Main author = randlerabe@gmail.com

This subdirectory contains the scripts for model interpretability techniques. We will refer to all modules in this subdirectory as the “interpreter framework” collectively.

Given a Pytorch model and a KnowIt datamodule, the interpreter framework will extract interpretations from the model relative to a user’s data.

Currently, KnowIt’s interpreter framework supports feature attribution algorithms from Captum’s library. Given a datapoint or a set of datapoints (referred to as “prediction points”), feature attribution techniques assign an importance score to the input features of the model relative to each of the model’s output features or classes.

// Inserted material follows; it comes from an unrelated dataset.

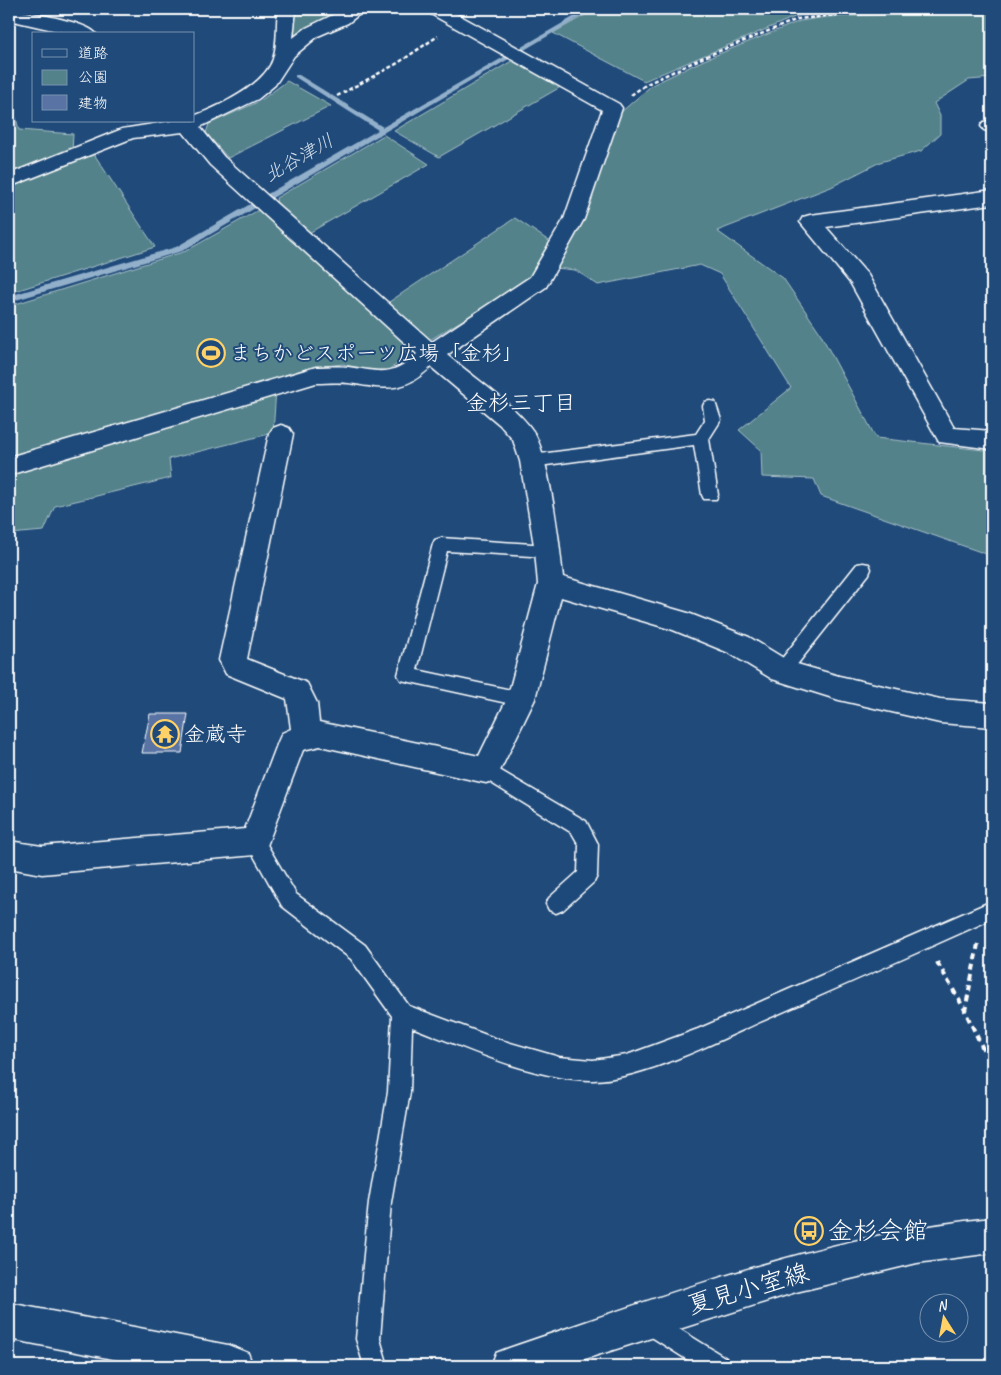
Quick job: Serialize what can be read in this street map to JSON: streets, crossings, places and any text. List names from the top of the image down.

Three feature attributions techniques have been implemented in KnowIt through the Captum library, namely, integrated gradients, deeplift, and deepliftshap. Feature attributions as well as plots is saved in a user’s project directory.

1. Modules

The interpreter framework consists of the following modules (indentation indicates inheritance):

KIInterpreter
- FeatureAttribution
  - IntegratedGrad
  - DeepL
  - DLS

2. KIInterpreter

The KIInterpreter module is the base class for the interpreter framework. Any interpretability class must inherit from KIInterpreter. The module initializes a model from a Pytorch Lightning checkpoint file. It stores the model as well as the datamodule (from KnowIt’s data framework) and the hardware device to be used (gpu or cpu).

3. FeatureAttribution

The FeatureAttribution module is an intermediate class that defines methods needed for the family of feature attribution algorithms. In particular, it implements a method that extracts data points from KnowIt’s datamodule. The descendent classes uses the method to build baselines and extract the prediction points for which a user wants to generate attributions.

It inherits from KIInterpreter.

4. IntegratedGrad

The module IntegratedGrad implements the integrated gradients technique. Integrated gradients belong to the family of feature attributions algorithms. See the module for more information. The algorithm can be applied to both regression and classification tasks.

It inherits from FeatureAttributions.

5. DeepL

The module DeepL implements the deeplift technique. Deeplift belong to the family of feature attributions algorithms. See the module for more information. The algorithm can be applied to both regression and classification tasks.

It inherits from FeatureAttributions.

6. DLS

The module DLS implements the deepliftshap technique. Deepliftshap belong to the family of feature attributions algorithms. See the module for more information. The algorithm can be applied to both regression and classification tasks.

It inherits from FeatureAttributions.